Why Writing Is Not Dependant Upon Your Emotional State.
Writing is a
craft. It is a learned skill. The ability to know words, to
understand language and to construct sentences is something which most of us
are already familiar with – whether you see yourself as a writer or not – to varying
degrees of astuteness and heritage.
But at the end of the day, saying that writing is easier when you’re sad
is akin to saying that writing is hard when you don’t want to do it.
The real issue here is
not whether or not writing is easier when you’re sad, but how your perception
of writing manifests in the first place.
The familiar image of
the ‘Depressed Writer’ is a stereotype that continues to persist among the
collective unconscious. I have
said in the past that stereotypes exist for a reason, and it is entirely true
that this particular one is not an exception – writers, or any artist really,
generally tend to be an overly emotional and dramatic bunch. And that’s because our very trade
depends upon the ebb and flow of drama – good writing involves arcs in which
characters experience peaks and troughs, which should generally be triggered by
dramatic twists. A story in which
the character is blissful throughout has a limited shelf life.
However, the idea that
writing when you’re depressed is any more difficult to writing when you’re
abundantly overjoyed is fucking stupid.
Writing is writing; ideas
are ideas. If you’re a good writer,
then you write whether you’re happy, sad, depressed, ecstatic, high, drunk,
sober, bored, inspired, uninspired or so busy that you have no spare moments to
pen a shopping list, let alone a coherent thought.
The energy of your
writing; the way you perceive that
writing is another matter – but at the end of the day, it’s actually not that
critical to whether you’re writing in the first place.
If you think that
writing is easier when you’re sad, then that’s because you’re more caught up
with the idea of what a writer is than what a writer does. If you think that you have more
inspiration when you’re sad, or that it’s easier to write well when you’re
personally depressed because oh no my boyfriend left me! Or I lost my iPhone! Or I need to write an article for my
blog and I don’t have any ideas!
Then you’re very clearly missing the point.
When asked what he
thought the best intellectual training for a would-be writer was, Hemingway
said, “Let’s say that he should go out and hang himself because he finds that
writing well is impossibly difficult.
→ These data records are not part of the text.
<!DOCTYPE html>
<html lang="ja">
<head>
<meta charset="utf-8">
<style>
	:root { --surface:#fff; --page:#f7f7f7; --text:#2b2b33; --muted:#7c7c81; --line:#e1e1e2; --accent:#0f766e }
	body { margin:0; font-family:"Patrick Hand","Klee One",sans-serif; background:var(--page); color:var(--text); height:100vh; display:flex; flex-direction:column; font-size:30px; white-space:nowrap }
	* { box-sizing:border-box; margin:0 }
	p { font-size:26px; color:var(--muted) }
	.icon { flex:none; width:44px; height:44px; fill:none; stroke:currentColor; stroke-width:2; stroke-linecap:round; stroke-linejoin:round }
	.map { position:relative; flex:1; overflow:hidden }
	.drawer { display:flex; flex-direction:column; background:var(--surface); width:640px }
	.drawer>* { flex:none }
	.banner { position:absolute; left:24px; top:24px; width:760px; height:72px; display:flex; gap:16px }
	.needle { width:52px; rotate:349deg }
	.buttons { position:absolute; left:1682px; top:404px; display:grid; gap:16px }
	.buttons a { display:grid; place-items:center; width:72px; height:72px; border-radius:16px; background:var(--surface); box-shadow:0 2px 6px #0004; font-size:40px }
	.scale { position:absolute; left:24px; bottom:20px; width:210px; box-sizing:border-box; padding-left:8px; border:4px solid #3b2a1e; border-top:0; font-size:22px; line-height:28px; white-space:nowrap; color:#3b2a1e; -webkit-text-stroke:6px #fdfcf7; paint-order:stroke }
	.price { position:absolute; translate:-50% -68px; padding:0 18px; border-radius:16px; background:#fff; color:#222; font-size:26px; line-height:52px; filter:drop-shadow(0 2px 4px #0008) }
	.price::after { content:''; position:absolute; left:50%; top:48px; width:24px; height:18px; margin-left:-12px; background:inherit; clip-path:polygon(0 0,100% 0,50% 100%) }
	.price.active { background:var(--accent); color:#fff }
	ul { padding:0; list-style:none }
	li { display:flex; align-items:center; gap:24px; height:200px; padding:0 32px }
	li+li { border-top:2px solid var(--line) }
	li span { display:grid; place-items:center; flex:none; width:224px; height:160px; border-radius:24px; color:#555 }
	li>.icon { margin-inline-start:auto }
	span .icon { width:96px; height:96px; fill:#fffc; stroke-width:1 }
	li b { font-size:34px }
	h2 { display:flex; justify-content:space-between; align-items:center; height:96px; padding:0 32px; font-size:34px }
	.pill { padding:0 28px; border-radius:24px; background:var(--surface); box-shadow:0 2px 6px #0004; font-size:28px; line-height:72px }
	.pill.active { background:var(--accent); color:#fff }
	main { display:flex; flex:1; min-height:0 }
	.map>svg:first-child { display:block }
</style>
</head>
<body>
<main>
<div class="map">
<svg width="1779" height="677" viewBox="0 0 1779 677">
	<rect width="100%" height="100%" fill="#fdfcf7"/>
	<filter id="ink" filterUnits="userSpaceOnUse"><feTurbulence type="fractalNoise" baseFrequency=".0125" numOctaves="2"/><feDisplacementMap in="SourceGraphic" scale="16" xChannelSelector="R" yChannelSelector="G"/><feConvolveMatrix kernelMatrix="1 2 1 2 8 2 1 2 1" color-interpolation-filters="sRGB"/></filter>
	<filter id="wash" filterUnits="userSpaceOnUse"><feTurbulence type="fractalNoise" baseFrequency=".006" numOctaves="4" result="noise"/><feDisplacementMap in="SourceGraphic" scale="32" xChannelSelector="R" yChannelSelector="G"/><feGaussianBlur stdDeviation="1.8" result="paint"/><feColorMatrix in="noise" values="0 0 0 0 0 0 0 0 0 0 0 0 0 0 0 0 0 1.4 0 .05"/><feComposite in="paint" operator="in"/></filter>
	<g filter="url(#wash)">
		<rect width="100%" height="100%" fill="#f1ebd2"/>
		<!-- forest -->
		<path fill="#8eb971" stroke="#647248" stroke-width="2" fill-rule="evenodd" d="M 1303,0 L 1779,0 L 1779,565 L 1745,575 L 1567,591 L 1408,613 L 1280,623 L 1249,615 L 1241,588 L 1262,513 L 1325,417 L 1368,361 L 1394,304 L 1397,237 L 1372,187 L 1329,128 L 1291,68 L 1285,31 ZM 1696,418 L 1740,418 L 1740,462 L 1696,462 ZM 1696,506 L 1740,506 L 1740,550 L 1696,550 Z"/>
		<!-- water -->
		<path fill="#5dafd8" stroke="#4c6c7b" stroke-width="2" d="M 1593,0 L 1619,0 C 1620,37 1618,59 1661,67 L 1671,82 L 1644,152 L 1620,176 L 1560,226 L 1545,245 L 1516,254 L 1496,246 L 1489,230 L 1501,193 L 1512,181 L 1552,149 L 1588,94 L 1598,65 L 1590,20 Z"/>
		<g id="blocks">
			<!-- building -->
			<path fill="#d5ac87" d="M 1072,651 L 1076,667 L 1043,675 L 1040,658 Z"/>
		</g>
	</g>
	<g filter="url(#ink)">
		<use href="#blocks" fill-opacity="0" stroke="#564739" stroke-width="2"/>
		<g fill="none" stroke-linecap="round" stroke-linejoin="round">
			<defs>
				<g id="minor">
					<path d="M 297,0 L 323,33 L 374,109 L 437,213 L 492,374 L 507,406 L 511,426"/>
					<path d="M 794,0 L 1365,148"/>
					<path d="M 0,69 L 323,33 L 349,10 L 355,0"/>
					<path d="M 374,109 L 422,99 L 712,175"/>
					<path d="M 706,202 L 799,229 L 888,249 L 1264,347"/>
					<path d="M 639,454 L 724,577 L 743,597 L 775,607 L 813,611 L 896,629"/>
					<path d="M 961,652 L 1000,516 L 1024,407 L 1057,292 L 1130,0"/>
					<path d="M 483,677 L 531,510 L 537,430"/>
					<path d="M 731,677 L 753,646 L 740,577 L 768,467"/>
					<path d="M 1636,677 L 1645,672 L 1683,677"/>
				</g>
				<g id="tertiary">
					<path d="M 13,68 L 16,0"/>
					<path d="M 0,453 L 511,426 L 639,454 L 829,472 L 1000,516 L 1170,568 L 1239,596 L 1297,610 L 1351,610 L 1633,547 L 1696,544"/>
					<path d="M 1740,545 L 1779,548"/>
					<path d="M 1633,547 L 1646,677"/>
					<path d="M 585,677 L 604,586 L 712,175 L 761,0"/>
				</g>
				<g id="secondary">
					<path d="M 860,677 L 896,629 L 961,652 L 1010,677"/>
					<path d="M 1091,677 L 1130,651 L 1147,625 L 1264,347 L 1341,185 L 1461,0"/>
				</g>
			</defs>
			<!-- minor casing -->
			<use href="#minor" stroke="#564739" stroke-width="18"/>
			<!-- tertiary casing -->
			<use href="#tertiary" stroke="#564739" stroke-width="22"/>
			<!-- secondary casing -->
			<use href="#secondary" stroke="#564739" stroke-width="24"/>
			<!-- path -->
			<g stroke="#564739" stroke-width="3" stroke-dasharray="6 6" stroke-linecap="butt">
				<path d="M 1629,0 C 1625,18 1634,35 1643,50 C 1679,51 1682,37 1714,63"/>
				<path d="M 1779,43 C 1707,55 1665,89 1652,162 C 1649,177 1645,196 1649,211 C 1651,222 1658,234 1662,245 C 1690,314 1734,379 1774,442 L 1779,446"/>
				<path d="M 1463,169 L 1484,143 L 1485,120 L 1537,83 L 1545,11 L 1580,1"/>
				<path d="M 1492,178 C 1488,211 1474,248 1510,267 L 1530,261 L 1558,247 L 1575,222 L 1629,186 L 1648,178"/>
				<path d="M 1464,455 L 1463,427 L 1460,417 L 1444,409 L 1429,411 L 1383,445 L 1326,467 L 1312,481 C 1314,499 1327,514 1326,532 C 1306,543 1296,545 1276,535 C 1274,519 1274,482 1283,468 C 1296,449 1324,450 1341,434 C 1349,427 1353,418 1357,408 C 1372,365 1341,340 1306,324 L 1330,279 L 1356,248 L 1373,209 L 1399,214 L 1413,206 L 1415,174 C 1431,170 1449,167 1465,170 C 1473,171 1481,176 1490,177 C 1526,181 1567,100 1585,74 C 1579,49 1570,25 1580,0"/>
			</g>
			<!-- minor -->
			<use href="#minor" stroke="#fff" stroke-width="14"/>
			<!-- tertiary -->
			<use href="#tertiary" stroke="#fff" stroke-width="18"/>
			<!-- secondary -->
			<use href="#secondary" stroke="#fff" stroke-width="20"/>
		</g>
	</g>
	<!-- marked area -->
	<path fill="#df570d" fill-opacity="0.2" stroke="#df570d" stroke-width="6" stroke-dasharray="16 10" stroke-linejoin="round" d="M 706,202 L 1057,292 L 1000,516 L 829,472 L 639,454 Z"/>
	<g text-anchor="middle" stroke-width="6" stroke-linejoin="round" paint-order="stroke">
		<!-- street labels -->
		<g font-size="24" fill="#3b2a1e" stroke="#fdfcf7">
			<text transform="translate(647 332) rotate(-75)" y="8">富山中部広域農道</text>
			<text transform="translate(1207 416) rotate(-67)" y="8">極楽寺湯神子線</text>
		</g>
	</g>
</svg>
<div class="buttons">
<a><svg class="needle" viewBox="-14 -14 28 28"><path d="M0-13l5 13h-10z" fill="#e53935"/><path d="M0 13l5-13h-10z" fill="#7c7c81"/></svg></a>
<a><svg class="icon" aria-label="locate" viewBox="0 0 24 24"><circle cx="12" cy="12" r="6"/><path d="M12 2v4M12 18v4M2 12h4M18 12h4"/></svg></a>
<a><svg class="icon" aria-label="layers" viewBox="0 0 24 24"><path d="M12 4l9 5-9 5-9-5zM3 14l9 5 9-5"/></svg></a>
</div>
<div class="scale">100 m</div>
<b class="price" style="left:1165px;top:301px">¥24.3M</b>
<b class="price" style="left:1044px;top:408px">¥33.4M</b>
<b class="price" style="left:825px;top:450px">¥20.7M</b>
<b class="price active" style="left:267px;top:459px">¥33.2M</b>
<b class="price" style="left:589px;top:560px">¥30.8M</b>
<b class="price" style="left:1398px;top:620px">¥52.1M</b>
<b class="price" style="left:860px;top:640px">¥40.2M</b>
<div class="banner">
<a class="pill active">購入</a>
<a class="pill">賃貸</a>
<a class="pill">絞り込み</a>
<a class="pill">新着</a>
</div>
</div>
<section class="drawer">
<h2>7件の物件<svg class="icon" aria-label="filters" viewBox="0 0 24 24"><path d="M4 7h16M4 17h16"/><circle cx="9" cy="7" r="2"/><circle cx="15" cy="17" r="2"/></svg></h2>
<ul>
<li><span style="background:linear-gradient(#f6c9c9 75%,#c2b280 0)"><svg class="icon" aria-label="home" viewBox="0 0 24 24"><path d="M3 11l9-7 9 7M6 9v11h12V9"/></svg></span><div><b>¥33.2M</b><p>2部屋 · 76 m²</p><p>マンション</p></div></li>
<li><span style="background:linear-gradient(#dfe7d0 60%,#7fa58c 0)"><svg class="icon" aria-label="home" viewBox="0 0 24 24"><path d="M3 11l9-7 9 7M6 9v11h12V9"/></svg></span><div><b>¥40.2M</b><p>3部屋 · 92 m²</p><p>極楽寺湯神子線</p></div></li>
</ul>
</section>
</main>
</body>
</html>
Then he should be cut down without mercy
and forced by his own self to write as well as he can for the rest of his life.
At least he will have the story of the hanging to commence with.”
You write about your
experiences, your opinions and here’s-fucking-hoping a quirky idea that leads
to some kind of point; good or bad, happy or sad, curvaceous or flat.
If you think that
writing when you’re happy is difficult, then you need to pick another trade.